The Eisenhower Library has made available a fascinating document, dated August 6, 1953, written by an assistant to the President who describes the executive’s sleepless night just prior to the final signing of the Armistice on July 27, 1953. Eisenhower’s rapid turn to the memory of Soviet generals and their total disregard for life in the final weeks of the Second World War is particularly fascinating. While Eisenhower was almost obsessively concerned with the needless loss of life in the run-un to the armistice, he shares few thoughts for the agency of the North Korean leadership.

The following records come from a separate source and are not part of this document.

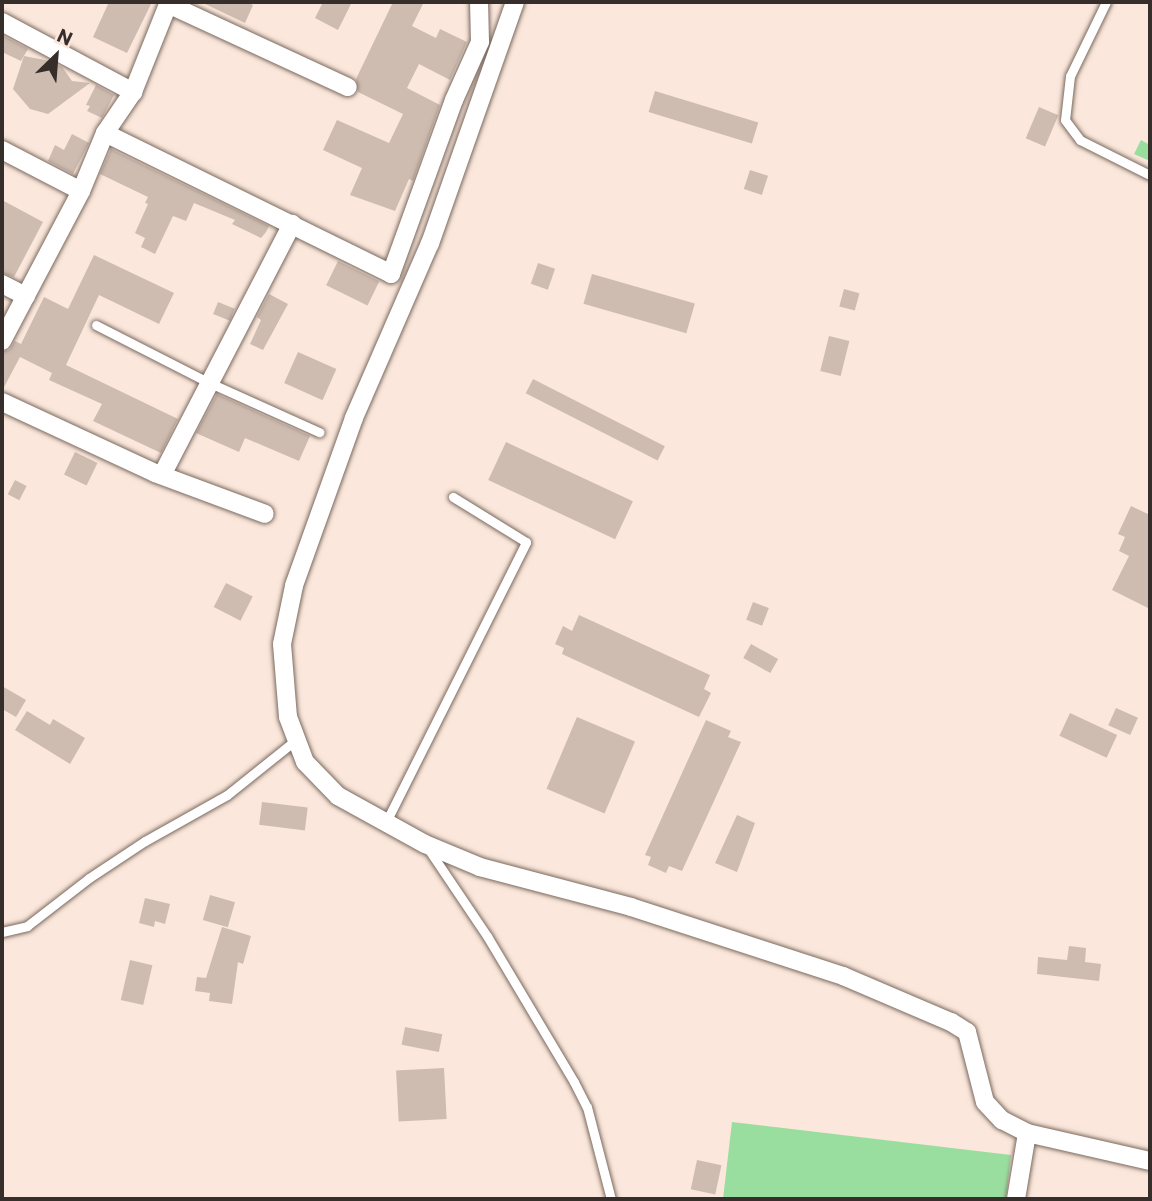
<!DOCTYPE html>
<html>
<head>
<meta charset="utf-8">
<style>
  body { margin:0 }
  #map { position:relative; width:1152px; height:1201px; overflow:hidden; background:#fbe7db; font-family:Commissioner,sans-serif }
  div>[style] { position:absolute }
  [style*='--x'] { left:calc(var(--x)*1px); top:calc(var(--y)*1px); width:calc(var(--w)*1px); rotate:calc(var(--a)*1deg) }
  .green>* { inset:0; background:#9ade9f }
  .building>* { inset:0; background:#cfbcb1; transform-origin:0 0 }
  .roads { filter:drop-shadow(0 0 2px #7a695f) drop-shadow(0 0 2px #7a695f) }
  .service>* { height:9px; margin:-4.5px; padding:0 4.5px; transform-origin:4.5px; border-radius:4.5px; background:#fff }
  .minor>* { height:18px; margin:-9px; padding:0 9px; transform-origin:9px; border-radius:9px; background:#fff }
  span { translate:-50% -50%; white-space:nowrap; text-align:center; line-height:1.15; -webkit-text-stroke:6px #fbe7db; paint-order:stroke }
  .frame { position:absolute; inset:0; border:4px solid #362e2a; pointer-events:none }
  .north { position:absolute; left:21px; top:21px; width:70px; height:70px; -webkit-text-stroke:5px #fbe7db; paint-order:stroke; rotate:25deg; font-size:19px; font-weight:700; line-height:28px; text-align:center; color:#362e2a }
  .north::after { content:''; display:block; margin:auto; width:24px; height:32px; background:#362e2a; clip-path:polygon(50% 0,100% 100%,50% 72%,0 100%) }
</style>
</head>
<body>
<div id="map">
  <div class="green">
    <i style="clip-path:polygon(1141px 140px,1150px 145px,1150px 161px,1134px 154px)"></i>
    <i style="clip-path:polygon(732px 1122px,1011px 1155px,1006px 1199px,723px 1199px)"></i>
  </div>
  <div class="building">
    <i style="clip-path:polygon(109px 2px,152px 2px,127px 53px,93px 37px)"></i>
    <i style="clip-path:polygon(201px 2px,246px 2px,253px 5px,245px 23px)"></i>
    <i style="clip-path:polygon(323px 2px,352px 2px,338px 30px,315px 18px)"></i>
    <i style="clip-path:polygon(393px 2px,424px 2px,412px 26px,436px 38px,440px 29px,467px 42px,450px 80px,419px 64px,407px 88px,440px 105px,413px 181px,409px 179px,395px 211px,350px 195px,362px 168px,323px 150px,337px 120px,389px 143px,403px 114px,358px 92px,356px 79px)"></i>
    <i style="clip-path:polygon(2px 35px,28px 49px,21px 61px,2px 52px)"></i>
    <i style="clip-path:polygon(24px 56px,50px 61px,62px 67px,72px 81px,90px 83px,48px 114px,30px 109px,13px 89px)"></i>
    <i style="clip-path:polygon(96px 85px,114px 95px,102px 118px,87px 111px,90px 106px,86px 105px)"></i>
    <i style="left:655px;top:91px;width:108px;height:22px;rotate:17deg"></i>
    <i style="left:1039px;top:107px;width:21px;height:34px;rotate:23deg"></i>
    <i style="clip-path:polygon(72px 134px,89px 143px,73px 174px,48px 161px,55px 145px,64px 150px)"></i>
    <i style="clip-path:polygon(111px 149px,269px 226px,266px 232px,261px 238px,232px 224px,235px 220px,194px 203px,186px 221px,173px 216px,155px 254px,141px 247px,145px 238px,135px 233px,148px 204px,145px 203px,148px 197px,100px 174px)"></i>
    <i style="left:750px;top:170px;width:19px;height:20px;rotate:18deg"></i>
    <i style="clip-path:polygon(2px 200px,43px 222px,14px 277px,2px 273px)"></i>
    <i style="clip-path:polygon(94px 255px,174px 293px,159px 324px,99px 295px,66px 365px,178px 419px,161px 453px,93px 421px,102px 404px,49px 380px,52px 373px,20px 357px,2px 391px,2px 352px,9px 350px,15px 341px,21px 344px,44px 297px,68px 309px)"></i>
    <i style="left:338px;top:261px;width:46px;height:27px;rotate:26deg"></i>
    <i style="left:538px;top:263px;width:18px;height:22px;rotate:19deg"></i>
    <i style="left:592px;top:274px;width:107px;height:31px;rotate:16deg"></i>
    <i style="left:844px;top:289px;width:16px;height:18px;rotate:15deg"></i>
    <i style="clip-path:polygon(269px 294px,288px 304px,263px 350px,250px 344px,261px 320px,257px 317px)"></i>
    <i style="left:218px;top:302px;width:18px;height:13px;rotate:22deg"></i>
    <i style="left:829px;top:336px;width:21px;height:36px;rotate:14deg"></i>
    <i style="left:298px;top:352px;width:42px;height:34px;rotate:24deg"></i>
    <i style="left:533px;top:379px;width:148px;height:16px;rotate:27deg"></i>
    <i style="clip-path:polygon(217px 394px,310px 436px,299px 461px,245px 438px,239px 452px,196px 433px)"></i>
    <i style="left:506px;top:442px;width:140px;height:42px;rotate:25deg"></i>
    <i style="left:75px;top:452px;width:25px;height:25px;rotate:26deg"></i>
    <i style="left:15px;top:480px;width:13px;height:16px;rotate:27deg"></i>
    <i style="clip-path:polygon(1131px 506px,1150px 515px,1150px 609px,1112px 590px,1129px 556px,1119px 551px,1125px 537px,1118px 534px)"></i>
    <i style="left:226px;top:583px;width:30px;height:27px;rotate:27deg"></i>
    <i style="left:753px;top:602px;width:17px;height:19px;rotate:21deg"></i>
    <i style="clip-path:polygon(579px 615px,710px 675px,704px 689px,711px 693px,699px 717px,562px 654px,564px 648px,555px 644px,563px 626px,572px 631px)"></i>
    <i style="left:751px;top:644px;width:31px;height:16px;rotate:29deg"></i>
    <i style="clip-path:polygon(2px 686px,26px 700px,16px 717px,2px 709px)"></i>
    <i style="left:1116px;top:708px;width:24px;height:19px;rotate:24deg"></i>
    <i style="clip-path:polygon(27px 711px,50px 725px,53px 719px,85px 738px,70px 764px,15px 730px)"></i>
    <i style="left:1070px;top:713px;width:52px;height:25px;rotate:25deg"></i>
    <i style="left:577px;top:717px;width:63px;height:78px;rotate:23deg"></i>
    <i style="clip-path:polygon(706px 720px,731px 731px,728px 737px,741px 742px,682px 871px,669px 866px,666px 873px,648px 865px,651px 857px,645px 855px)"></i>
    <i style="left:262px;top:802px;width:46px;height:23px;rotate:7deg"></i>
    <i style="clip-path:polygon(737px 815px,755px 823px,737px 872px,715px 863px)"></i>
    <i style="left:210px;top:895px;width:26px;height:26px;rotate:16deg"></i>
    <i style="clip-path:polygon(145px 898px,170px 904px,165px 924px,155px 921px,154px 927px,139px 923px)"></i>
    <i style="clip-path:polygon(222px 927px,251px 936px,243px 964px,238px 962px,232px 1004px,209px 1001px,210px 993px,195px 991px,197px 977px,206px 978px)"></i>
    <i style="clip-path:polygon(1069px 946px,1086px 948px,1085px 962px,1101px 964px,1099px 981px,1037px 974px,1038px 957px,1067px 960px)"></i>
    <i style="left:130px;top:960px;width:23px;height:41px;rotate:13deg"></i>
    <i style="left:405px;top:1027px;width:38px;height:18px;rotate:11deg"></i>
    <i style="left:444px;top:1068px;width:51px;height:48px;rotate:87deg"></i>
    <i style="left:697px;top:1160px;width:25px;height:30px;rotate:12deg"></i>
  </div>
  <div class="roads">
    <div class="service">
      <i style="--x:1106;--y:2;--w:82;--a:115.9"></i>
      <i style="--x:1070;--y:76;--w:44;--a:96.5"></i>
      <i style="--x:1065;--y:120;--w:25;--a:53"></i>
      <i style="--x:1080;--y:140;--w:78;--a:26.6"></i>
      <i style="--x:96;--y:325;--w:128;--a:27"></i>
      <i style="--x:210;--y:383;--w:120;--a:24.2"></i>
      <i style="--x:386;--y:822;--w:313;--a:-63.4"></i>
      <i style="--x:526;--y:542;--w:86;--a:-148.3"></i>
      <i style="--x:429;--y:850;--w:104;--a:56"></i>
      <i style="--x:487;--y:936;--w:170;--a:59.2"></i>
      <i style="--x:574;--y:1082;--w:28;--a:63"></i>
      <i style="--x:587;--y:1107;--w:95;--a:75.4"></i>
      <i style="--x:2;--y:932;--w:26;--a:-13"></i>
      <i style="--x:27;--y:926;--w:78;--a:-37.7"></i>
      <i style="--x:89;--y:878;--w:67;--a:-33.5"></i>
      <i style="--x:145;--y:841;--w:94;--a:-29.3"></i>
      <i style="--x:227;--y:795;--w:90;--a:-38.7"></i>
    </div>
    <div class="minor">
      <i style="--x:515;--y:2;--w:256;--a:109.4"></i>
      <i style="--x:430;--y:243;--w:191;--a:113.5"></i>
      <i style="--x:354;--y:418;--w:178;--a:109.7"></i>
      <i style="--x:294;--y:586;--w:59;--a:101.7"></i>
      <i style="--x:282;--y:644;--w:73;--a:85.3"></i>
      <i style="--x:288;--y:717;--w:48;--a:69.3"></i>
      <i style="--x:305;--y:762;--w:47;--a:45.9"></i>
      <i style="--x:338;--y:796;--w:99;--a:28.9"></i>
      <i style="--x:425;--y:844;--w:60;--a:22.7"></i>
      <i style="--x:480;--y:867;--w:156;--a:14.8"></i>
      <i style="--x:631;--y:907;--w:223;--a:18"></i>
      <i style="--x:843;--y:976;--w:117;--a:23.1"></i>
      <i style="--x:951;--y:1022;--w:19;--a:32"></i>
      <i style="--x:967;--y:1032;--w:72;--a:75.6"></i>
      <i style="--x:985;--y:1102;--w:25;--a:47"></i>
      <i style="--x:1002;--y:1120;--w:28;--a:27"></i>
      <i style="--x:1027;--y:1133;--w:126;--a:12.8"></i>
      <i style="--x:168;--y:4;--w:198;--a:24.8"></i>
      <i style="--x:2;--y:22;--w:149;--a:28.1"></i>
      <i style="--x:105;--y:133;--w:319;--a:26.2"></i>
      <i style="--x:391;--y:274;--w:185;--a:-70.1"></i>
      <i style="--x:454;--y:100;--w:64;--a:-65.9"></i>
      <i style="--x:480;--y:42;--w:40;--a:-91.4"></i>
      <i style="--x:2;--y:150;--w:89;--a:27.4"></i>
      <i style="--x:2;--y:284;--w:27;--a:27"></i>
      <i style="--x:2;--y:341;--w:170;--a:-62.2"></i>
      <i style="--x:81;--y:191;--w:63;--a:-67.5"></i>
      <i style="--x:105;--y:133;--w:50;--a:-55.7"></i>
      <i style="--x:133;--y:92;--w:97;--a:-68.2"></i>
      <i style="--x:2;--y:402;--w:169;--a:24.9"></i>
      <i style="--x:155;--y:473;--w:117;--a:20.4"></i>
      <i style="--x:162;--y:475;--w:283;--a:-62.6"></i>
      <i style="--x:1016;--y:1199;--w:67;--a:-80.5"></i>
    </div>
  </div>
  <div class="frame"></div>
  <div class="north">N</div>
</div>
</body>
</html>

Trump, on the other hand, has a penchant for speaking flippantly about war, but is also taken with the power and autonomous action that his North Korean counterpart can undertake. It’s not yet clear how Trump’s tendency to act like an ex-president will be reconciled with that fact that he is the acting president and must deal with all the constraints and responsibilities that come with the role. He may wish to reduce the US presence in Korea (something he sees as unnecessarily costly). How, exactly, he will execute that, if that is indeed what he wants, remains unclear.

References
1 Quoted in Gary Dean Best, Herbert Hoover: The Postpresidential Years, 1933-1964, vol. 2, 1946-1964 (Stanford: Hoover Institution Press: 1983), 337.